Although I’d visited many times over the years, it was fair to say that I knew far more about my former adopted home of Madrid, and maybe even some of the cities I’ve visited on my travels, than the capital of my own country. I found that idea strange, but thanks to guide books and tourist information, we all absorb obscure facts about castles in Prague or immigration in Paris, but sometimes remain ignorant about our every day environments. I decided to redress this balance as a tourist would: with a guided tour.

Context Travel’s Portrait of a City walk seemed like the perfect option: a three-hour guided tour in a small group (up to 6 people, but just 4 on my chosen day) which covered the history and architecture of the City of London’s monuments. Nowadays, the central borough known as the City is well-known as one of London’s two financial districts, but I didn’t realise that its history stretched back as far as Roman times.

Starting at the southwest-corner of the once-walled City, our guide Caroline taught the group about Roman London (or Londinium). I now believe that the Roman city is to blame for the North-South divide which sees those who live above the River Thames literally looking down on their southern counterparts. Back in Roman days, this area was outside the city walls, with bankside Southwark (now a trendy cultural hub) seen as a potentially seditious area full of riotous spots such as playhouses. How perceptions change!

By the time the seventeenth century was drawing to a close, that sedition had supposedly crept inside the walls, with Britain’s royals concerned about the influence of coffee houses as alternative meeting spaces to the traditional pub (I can see their point, some of those iced frappuccino creations do have a very high sugar content). Worried that these new cafés were breeding grounds for new political movements, the monarchy made its presence felt in the area for the first time with the construction of the imposing Bank of England.

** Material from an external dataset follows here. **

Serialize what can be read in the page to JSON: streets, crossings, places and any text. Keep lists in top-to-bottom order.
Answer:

Nowadays, finance still makes its architectural mark in the City through the Lloyd’s Building, a Sir Richard Rogers-designed monstrosity which serves as the head office of Lloyd’s Bank. Rogers, who also co-designed the colourful Centre Pompidou in Paris, is famous for placing all the ‘workings’ of a building (elevators, pipes, etc.) on the outside rather than hiding them from view. Opinions on this idea vary: mine is that it makes the Lloyd’s building look like an ugly, ungainly factory dropped in the middle of London’s financial quarter.

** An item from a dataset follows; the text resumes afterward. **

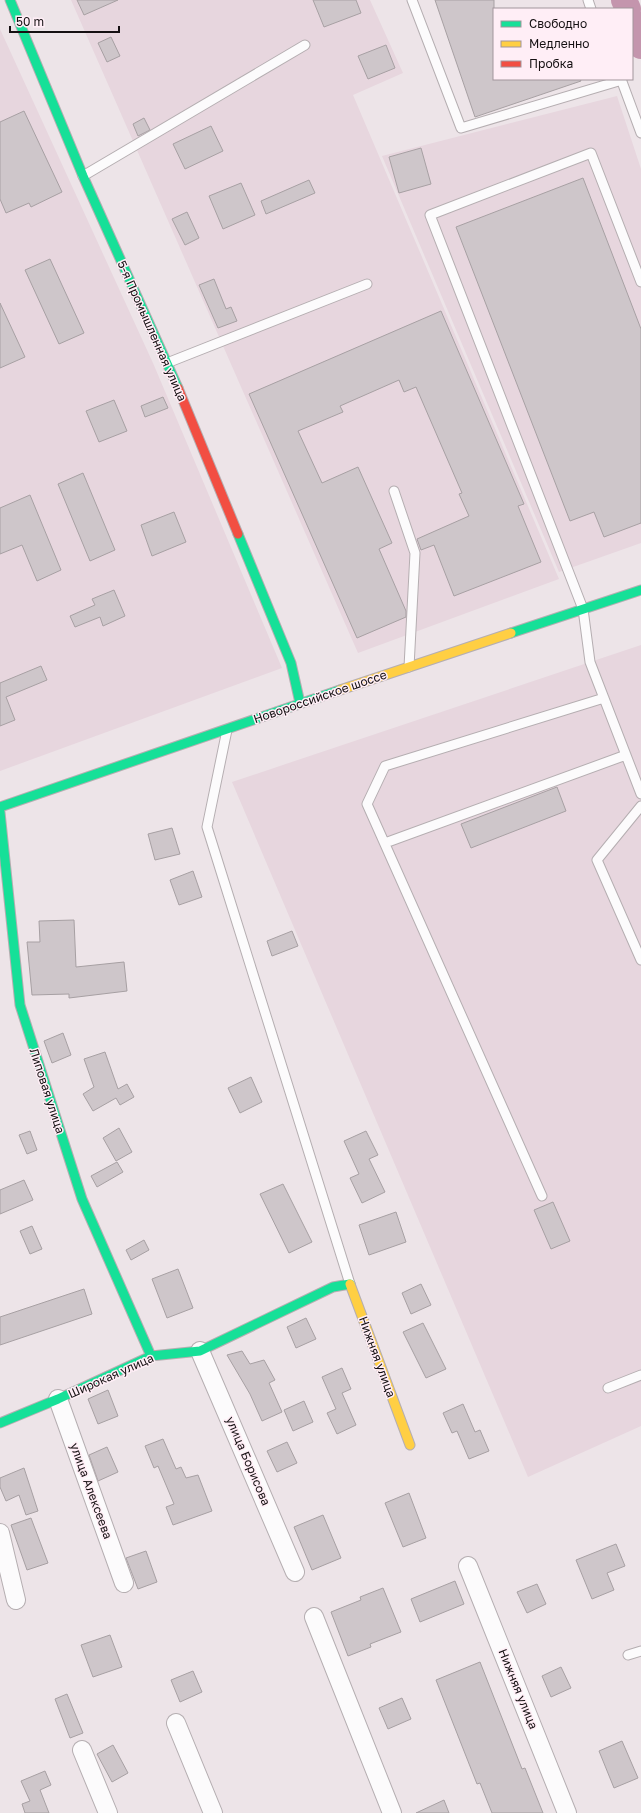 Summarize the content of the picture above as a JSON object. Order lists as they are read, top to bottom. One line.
{"streets":{"street":["5-я Промышленная улица","Новороссийское шоссе","Липовая улица","Нижняя улица","Широкая улица","улица Борисова","улица Алексеева"]},"crossings":[["5-я Промышленная улица","Новороссийское шоссе"],["Липовая улица","Широкая улица"],["Нижняя улица","Широкая улица"],["Широкая улица","улица Борисова"],["Широкая улица","улица Алексеева"]],"legend":["Свободно","Медленно","Пробка"],"scale_bar":"50 m"} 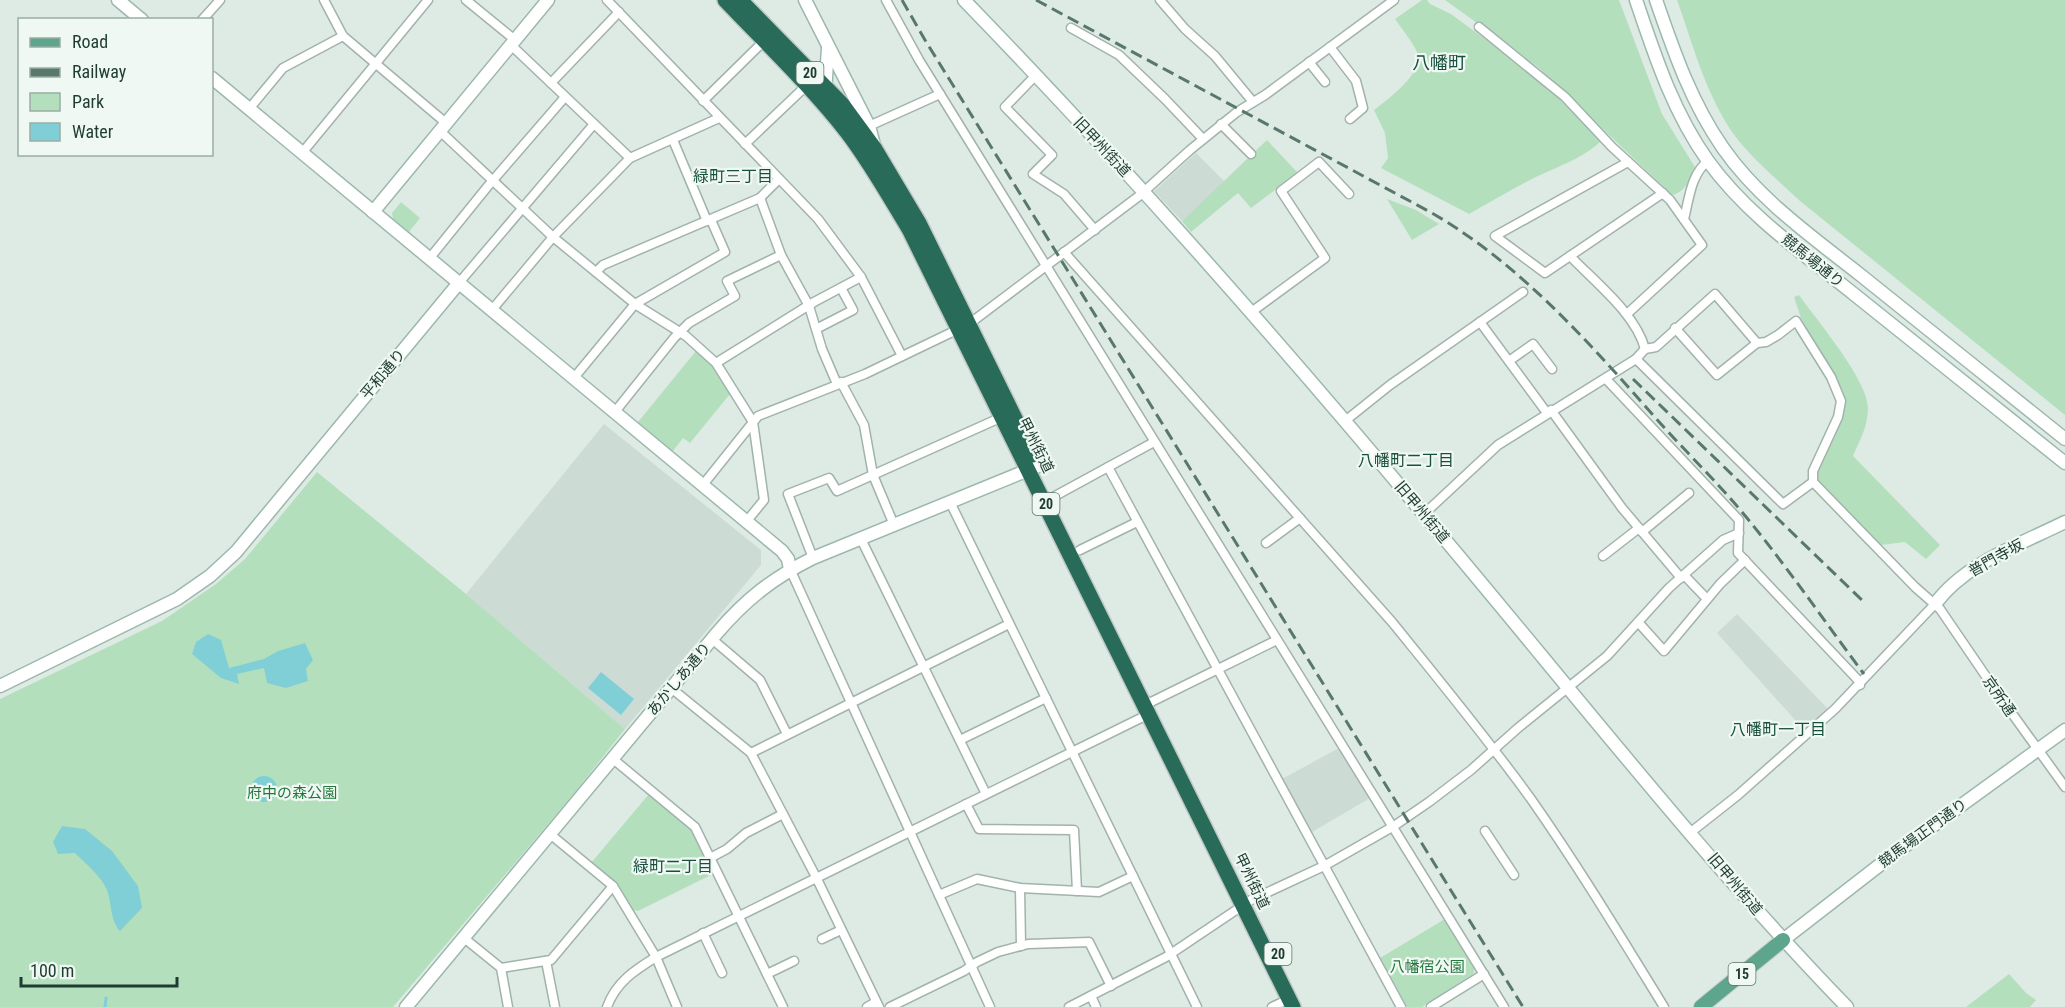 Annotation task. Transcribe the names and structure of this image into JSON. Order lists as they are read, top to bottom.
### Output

Much more aesthetically pleasing to my eye is the now-iconic 30 St Mary’s Axe or ‘The Gherkin’ as it is more commonly known. Designed by another of Britain’s top architects, Sir Norman Foster, the smooth-sided office building towers above its neighbors injecting another modern touch to the area and making its mark on London’s skyline.

Encouraged by the knowledge gleaned during the tour, I returned to the City for another taste of sightseeing two weeks later for Open House London. Held on a September weekend each year, this free event allows visitors to have a nosy inside architecturally interesting buildings in Greater London, most of which are normally closed to the public. On day one I decided to see if the Lloyd’s Building looked any better from the inside. It certainly did: the vast glass atrium illuminated the main office space (or ‘The Room’ as it is known) with sunlight. The heavy wooden desks and old-fashioned fittings contrasted with the modern feel of the exterior of the 1986 building, as did the beautifully preserved Adam Room, an eighteenth-century dining room designed by Robert Adam for the Earl of Shelbourne. The stucco-eighteenth-century illuminated room was bought whole at auction by Lloyd’s in 1958, later moving to the new building.

But it shouldn’t take a guided tour or a big event like this to get out there and see your city. Although due to its size and long history, London may have more to offer than most neighborhoods, there’s bound to be more than one thing on your doorstep worth visiting. Check out that church on the corner, that museum you pass every day, that local gallery. Uncovering and learning about your own town makes more sense than – and is hopefully just as rewarding – as memorizing those facts about Prague Castle. And the trip certainly is more cost-effective.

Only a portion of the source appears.